* _What you should do_: Please retype the data below exactly, stopping after the line with "background:#f6f6f6; color:#222; height:100vh;" and skipping every picture.

* _Data shown_:
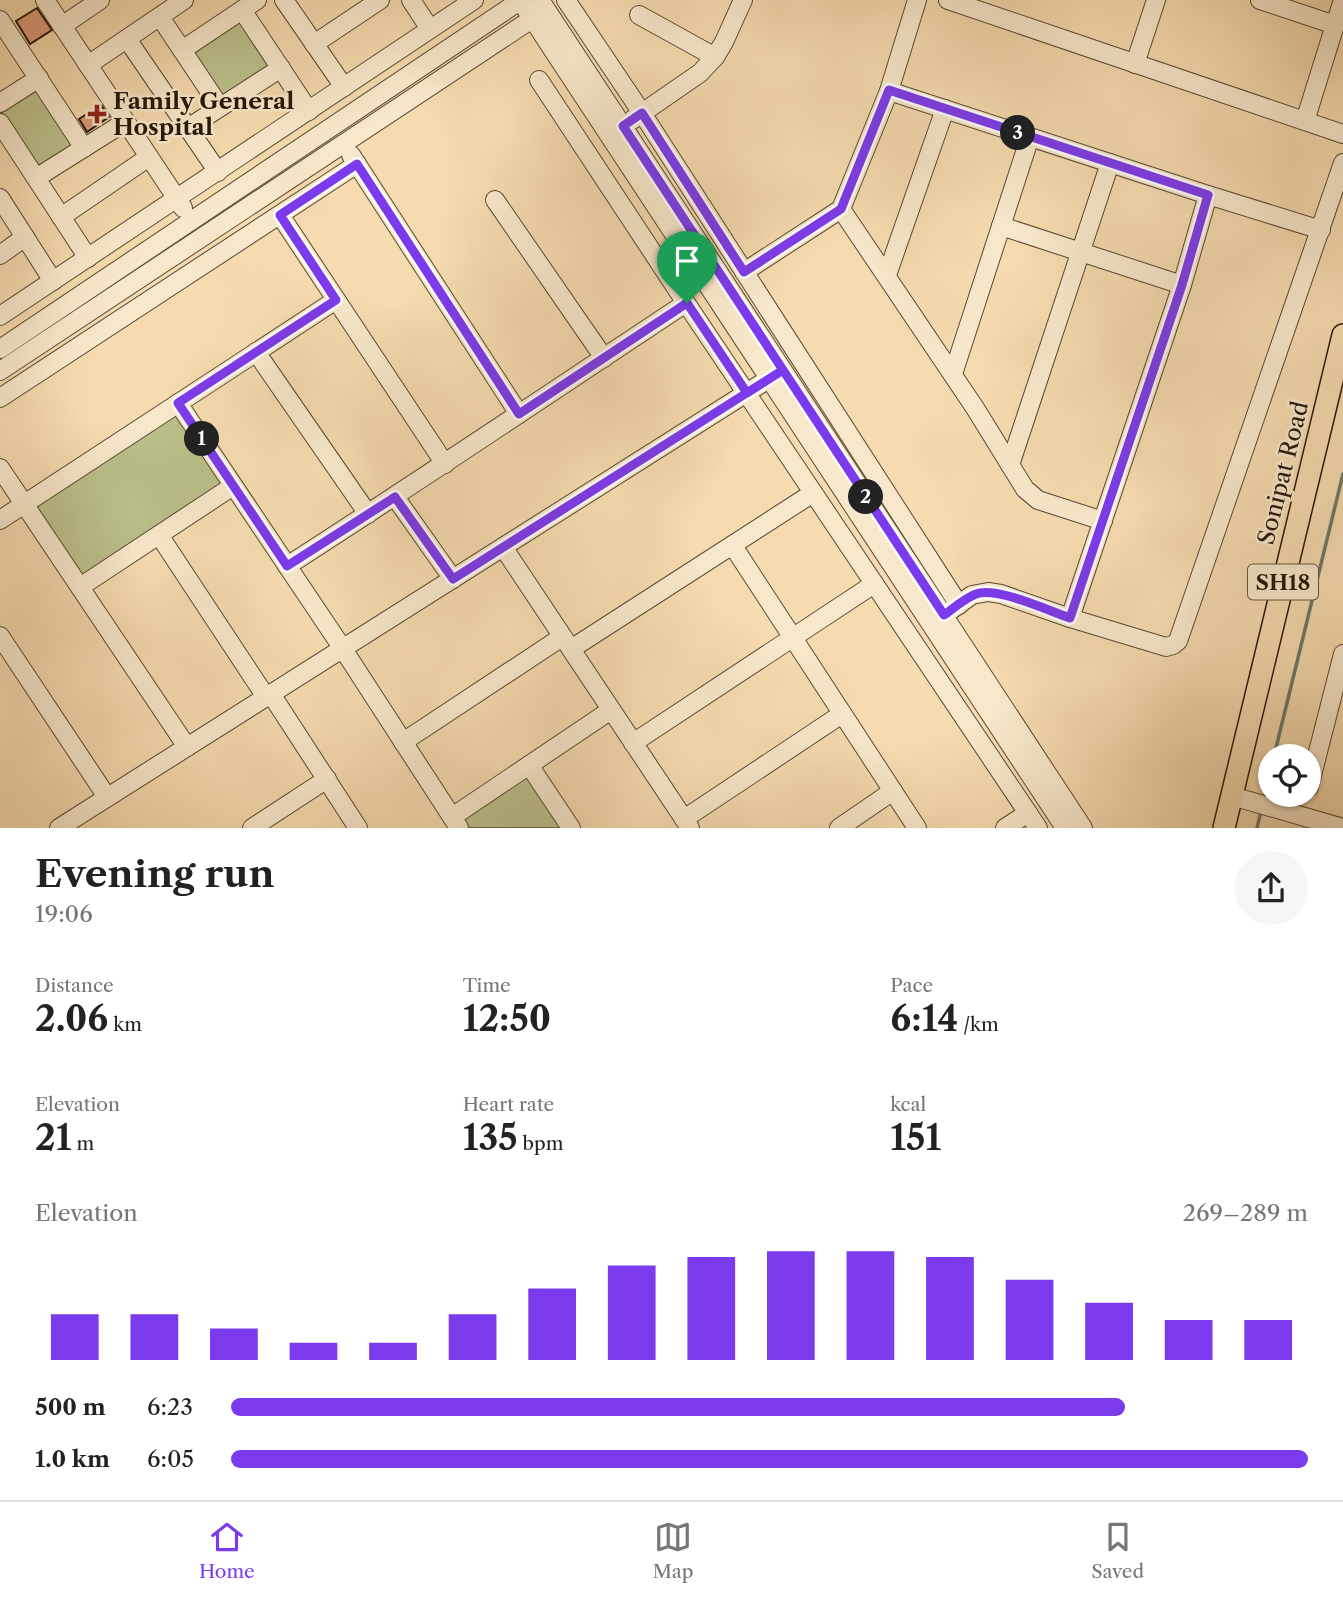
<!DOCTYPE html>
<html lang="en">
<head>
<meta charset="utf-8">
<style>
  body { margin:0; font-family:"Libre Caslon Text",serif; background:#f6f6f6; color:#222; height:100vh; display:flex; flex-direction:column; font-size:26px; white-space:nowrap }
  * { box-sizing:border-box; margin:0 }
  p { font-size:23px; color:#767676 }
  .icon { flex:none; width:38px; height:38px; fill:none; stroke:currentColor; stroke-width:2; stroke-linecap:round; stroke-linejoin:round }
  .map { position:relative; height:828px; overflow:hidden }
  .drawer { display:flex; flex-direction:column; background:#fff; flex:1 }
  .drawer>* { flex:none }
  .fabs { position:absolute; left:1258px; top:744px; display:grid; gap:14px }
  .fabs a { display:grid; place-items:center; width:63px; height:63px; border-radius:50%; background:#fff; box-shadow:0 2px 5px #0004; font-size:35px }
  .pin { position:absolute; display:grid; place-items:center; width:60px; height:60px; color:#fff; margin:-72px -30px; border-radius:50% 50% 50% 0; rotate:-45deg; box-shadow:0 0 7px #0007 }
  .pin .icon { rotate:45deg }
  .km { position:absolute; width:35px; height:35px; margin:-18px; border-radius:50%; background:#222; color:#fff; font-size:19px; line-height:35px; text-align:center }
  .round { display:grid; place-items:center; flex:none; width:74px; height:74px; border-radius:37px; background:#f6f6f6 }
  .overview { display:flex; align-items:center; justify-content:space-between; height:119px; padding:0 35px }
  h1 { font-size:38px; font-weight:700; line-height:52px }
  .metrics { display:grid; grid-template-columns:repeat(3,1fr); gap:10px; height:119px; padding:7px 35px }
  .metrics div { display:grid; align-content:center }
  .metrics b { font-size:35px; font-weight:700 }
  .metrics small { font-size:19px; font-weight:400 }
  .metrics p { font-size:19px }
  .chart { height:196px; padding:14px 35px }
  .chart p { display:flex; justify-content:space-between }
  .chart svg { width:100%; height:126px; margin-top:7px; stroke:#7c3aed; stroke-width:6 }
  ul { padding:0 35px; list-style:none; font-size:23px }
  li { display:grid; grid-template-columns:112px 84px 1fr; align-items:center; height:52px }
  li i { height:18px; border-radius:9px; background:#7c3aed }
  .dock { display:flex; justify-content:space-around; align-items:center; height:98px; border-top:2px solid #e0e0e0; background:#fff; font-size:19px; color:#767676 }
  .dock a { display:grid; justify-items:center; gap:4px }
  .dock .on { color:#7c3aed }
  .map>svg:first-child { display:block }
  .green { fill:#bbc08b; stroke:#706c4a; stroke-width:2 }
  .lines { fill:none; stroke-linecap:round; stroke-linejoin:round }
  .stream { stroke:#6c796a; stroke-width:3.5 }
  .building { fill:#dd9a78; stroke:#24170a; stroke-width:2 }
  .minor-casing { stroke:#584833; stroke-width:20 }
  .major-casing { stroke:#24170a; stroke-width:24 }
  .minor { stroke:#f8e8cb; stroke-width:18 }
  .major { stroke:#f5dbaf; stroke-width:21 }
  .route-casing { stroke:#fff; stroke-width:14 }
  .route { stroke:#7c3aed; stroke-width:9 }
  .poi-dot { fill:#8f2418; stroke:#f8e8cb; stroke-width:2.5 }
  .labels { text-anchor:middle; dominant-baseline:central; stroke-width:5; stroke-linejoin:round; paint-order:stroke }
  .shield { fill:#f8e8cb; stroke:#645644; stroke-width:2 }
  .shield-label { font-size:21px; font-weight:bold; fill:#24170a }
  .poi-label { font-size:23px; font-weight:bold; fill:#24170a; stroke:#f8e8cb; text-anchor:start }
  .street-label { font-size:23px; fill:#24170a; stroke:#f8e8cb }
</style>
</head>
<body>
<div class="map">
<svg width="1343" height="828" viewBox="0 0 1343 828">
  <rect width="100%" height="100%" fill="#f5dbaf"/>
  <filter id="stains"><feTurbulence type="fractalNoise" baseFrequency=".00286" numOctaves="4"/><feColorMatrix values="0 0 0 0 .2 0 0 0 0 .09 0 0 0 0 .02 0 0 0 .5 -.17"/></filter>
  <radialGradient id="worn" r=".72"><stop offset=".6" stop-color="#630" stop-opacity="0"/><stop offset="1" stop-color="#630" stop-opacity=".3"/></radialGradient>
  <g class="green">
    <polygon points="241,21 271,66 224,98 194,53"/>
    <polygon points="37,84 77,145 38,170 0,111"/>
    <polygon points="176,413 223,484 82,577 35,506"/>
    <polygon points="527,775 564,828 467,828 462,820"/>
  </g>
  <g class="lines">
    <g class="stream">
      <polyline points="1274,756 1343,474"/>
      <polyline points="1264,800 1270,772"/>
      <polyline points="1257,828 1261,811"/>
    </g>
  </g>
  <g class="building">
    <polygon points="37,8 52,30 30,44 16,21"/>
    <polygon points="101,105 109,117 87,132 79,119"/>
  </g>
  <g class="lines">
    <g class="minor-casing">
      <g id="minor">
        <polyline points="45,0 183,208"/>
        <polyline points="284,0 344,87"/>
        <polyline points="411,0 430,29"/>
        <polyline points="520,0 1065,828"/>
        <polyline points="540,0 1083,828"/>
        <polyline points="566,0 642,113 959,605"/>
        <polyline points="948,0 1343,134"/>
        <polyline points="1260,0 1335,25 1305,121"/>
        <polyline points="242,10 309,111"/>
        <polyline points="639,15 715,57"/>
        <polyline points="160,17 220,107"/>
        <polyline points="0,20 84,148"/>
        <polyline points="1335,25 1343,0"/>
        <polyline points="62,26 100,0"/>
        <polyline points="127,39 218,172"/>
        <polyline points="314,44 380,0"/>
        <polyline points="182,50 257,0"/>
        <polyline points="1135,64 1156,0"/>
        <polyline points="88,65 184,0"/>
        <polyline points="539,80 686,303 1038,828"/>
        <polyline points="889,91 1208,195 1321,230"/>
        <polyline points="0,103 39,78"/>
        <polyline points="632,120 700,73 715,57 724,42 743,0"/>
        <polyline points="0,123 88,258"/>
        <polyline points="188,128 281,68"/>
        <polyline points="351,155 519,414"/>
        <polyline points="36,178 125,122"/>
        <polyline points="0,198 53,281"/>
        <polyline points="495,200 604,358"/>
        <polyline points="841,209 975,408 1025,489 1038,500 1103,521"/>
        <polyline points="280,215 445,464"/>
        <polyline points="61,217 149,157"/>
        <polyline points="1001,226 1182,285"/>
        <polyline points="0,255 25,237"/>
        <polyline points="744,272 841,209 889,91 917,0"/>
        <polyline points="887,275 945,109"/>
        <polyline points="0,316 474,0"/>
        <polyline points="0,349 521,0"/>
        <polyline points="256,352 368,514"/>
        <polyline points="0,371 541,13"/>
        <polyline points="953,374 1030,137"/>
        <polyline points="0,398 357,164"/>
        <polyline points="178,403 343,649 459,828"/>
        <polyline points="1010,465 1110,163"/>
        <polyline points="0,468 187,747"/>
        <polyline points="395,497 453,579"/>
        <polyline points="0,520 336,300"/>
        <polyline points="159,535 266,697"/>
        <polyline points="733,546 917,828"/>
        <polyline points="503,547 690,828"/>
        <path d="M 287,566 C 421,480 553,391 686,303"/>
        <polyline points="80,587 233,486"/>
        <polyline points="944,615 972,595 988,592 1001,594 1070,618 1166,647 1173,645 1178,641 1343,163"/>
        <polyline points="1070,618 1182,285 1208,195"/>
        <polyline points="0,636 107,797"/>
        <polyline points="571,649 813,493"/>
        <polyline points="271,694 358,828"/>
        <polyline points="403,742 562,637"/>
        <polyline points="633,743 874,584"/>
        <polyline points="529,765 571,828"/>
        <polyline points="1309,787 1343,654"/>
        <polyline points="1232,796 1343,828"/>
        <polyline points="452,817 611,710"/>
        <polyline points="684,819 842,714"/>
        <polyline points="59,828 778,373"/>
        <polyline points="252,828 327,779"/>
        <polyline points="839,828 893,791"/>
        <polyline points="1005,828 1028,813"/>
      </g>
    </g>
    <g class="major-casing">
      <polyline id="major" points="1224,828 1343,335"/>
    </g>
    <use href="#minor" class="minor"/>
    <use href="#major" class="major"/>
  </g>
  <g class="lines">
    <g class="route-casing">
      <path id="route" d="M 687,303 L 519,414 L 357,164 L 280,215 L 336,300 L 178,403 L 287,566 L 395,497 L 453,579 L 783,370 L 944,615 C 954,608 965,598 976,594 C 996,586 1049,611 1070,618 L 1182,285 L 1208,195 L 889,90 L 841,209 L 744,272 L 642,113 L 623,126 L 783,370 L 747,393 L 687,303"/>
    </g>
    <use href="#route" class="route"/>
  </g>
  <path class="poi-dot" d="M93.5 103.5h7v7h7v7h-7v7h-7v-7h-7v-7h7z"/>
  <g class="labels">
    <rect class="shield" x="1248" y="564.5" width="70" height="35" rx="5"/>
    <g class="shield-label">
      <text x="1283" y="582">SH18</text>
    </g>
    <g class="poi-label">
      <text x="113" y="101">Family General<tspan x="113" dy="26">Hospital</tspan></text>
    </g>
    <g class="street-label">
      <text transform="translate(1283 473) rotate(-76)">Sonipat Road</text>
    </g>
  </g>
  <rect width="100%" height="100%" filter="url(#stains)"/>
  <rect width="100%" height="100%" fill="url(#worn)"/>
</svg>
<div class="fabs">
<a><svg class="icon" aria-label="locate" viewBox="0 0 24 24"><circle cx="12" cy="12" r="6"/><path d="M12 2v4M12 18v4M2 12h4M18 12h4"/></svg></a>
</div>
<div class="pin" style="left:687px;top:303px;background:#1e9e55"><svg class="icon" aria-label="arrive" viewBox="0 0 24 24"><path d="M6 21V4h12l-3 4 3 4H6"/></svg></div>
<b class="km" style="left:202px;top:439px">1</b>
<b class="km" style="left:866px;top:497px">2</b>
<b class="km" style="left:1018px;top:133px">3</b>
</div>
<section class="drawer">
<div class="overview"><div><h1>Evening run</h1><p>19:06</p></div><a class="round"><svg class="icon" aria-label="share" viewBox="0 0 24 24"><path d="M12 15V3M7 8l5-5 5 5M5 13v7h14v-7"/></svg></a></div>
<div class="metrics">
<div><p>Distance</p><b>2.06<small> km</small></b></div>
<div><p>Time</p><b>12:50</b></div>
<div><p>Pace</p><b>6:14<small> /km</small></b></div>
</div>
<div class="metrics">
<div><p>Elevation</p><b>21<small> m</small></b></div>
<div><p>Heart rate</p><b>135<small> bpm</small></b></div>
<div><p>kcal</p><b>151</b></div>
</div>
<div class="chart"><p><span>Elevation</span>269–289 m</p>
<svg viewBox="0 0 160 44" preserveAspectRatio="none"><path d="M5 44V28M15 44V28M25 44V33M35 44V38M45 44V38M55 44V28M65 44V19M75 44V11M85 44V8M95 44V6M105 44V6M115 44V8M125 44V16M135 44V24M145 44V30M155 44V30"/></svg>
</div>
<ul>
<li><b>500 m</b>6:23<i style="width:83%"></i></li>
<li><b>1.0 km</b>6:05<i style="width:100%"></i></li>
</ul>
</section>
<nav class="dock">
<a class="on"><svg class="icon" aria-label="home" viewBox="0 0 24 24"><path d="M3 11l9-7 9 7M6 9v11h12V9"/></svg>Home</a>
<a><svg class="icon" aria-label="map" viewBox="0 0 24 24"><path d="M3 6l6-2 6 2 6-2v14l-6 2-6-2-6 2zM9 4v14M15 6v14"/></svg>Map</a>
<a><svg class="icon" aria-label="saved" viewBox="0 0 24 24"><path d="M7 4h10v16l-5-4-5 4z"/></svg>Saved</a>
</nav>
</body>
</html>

* _Solution to this problem_:
<!DOCTYPE html>
<html lang="en">
<head>
<meta charset="utf-8">
<style>
  body { margin:0; font-family:"Libre Caslon Text",serif; background:#f6f6f6; color:#222; height:100vh; display:flex; flex-direction:column; font-size:26px; white-space:nowrap }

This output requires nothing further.